Kit Carson: The Life of an American Border Man strikes a balance between prevailing notions about this quintessential western figure. Whereas the dime novelists exploited Carson's popular reputation, Remley reveals that the real man was dependable, ethical, and--for his day--relatively open-minded. Sifting through the extensive scholarship about Kit, the author illuminates the key dimensions of Carson's life, including his often neglected Scots-Irish heritage. His people's dire poverty and restlessness, their clannish rural life and sternly Protestant character, committed Carson, like his Scots-Irish ancestors, to loyalty and duty and to following his leader into battle without question.
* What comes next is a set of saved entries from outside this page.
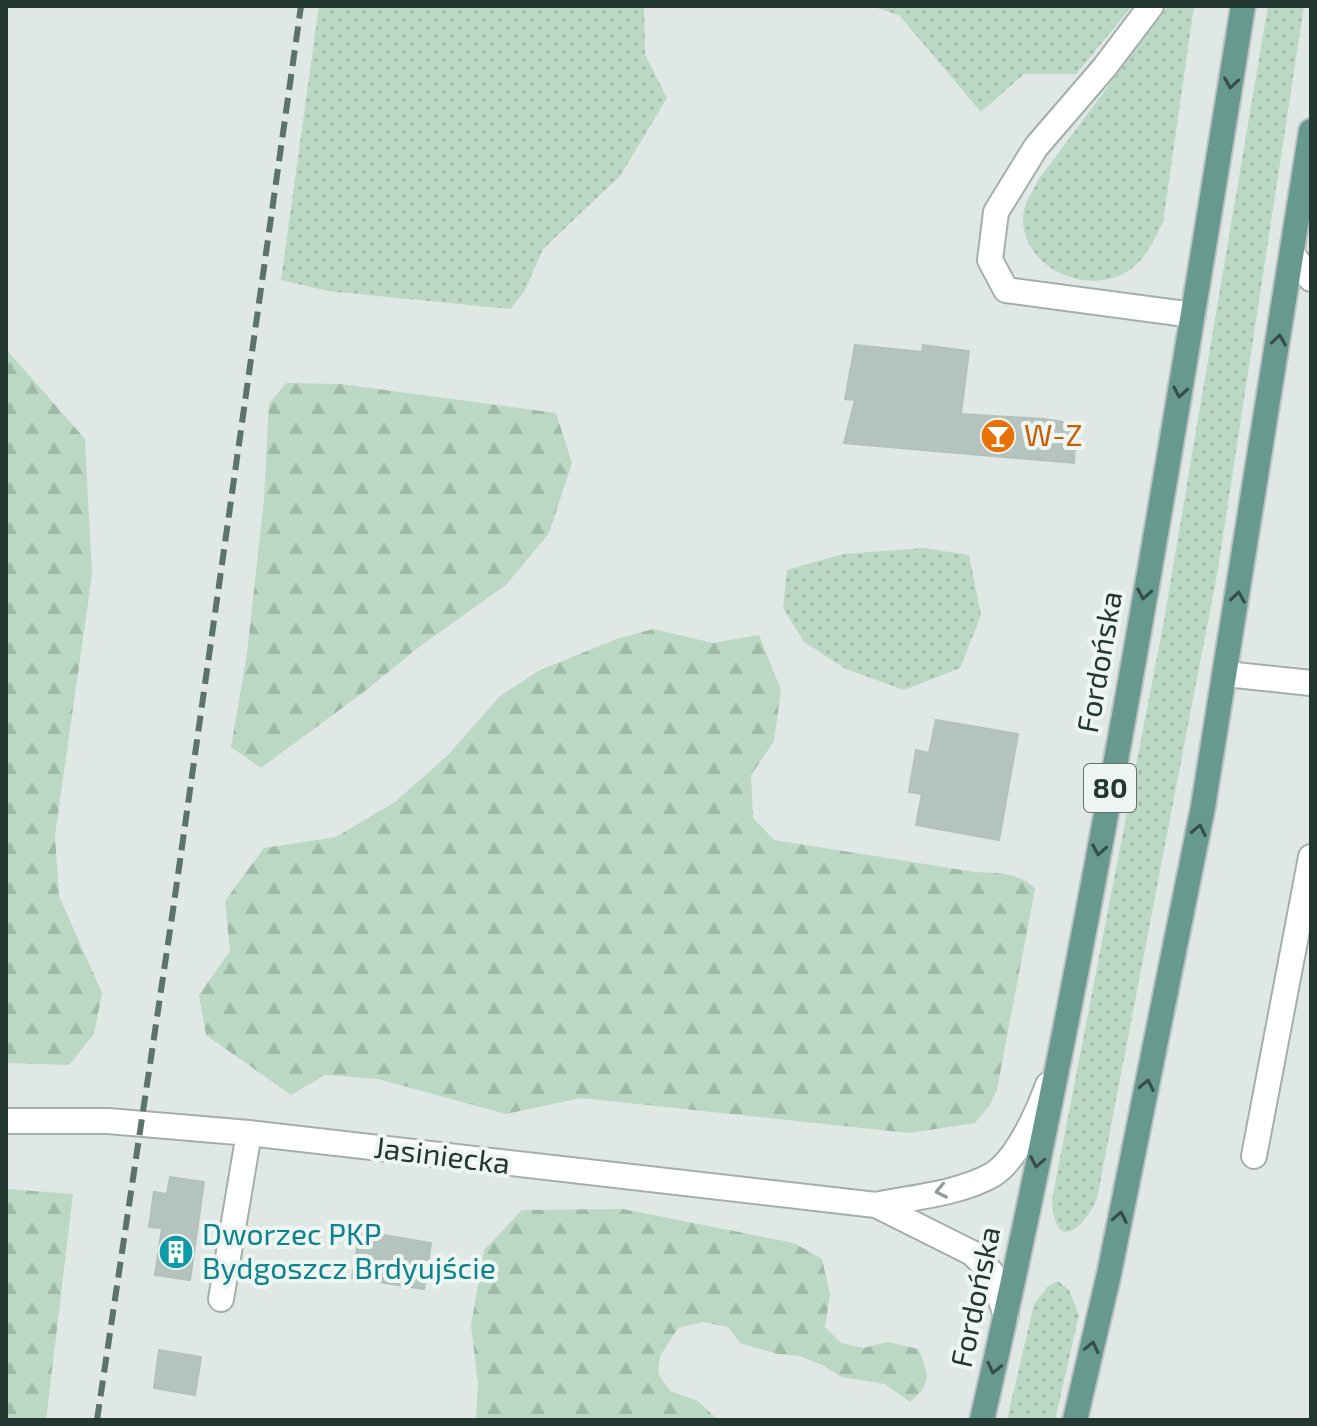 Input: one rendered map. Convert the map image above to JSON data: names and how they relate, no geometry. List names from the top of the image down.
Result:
{
  "streets": {
    "main road": ["Fordońska", "80"],
    "street": ["Jasiniecka"]
  },
  "crossings": [
    ["Fordońska", "Jasiniecka"]
  ],
  "places": {
    "bar": ["W-Z"],
    "building": ["Dworzec PKP Bydgoszcz Brdyujście"]
  }
}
Remley also places Carson in the context of his times by exploring his controversial relations with American Indians. Although despised for the merciless warfare he led on General James H. Carleton's behalf against the Navajos, Carson lived amicably among many Indian people, including the Utes, whom he served as U.S. government agent. Happily married to Waa-Nibe, an Arapaho woman, until her death, he formed a lasting friendship with their daughter, Adaline.

Remley sees Carson as a complicated man struggling to master life on America's borders, those highly unstable areas where people of different races, cultures, and languages met, mixed, and fought, sometimes against each other, sometimes together, for the possession of home, hunting rights, and honor.

Publisher: Norman : University of Oklahoma Press, 2011.
ISBN: 9780806141725
Branch Call Number: BIO CARSON, K. Remley 06/2011
BIO Carson K.
Characteristics: xxx, 289 p., [16] leaves of plates :,ill. ports. ;,23 cm.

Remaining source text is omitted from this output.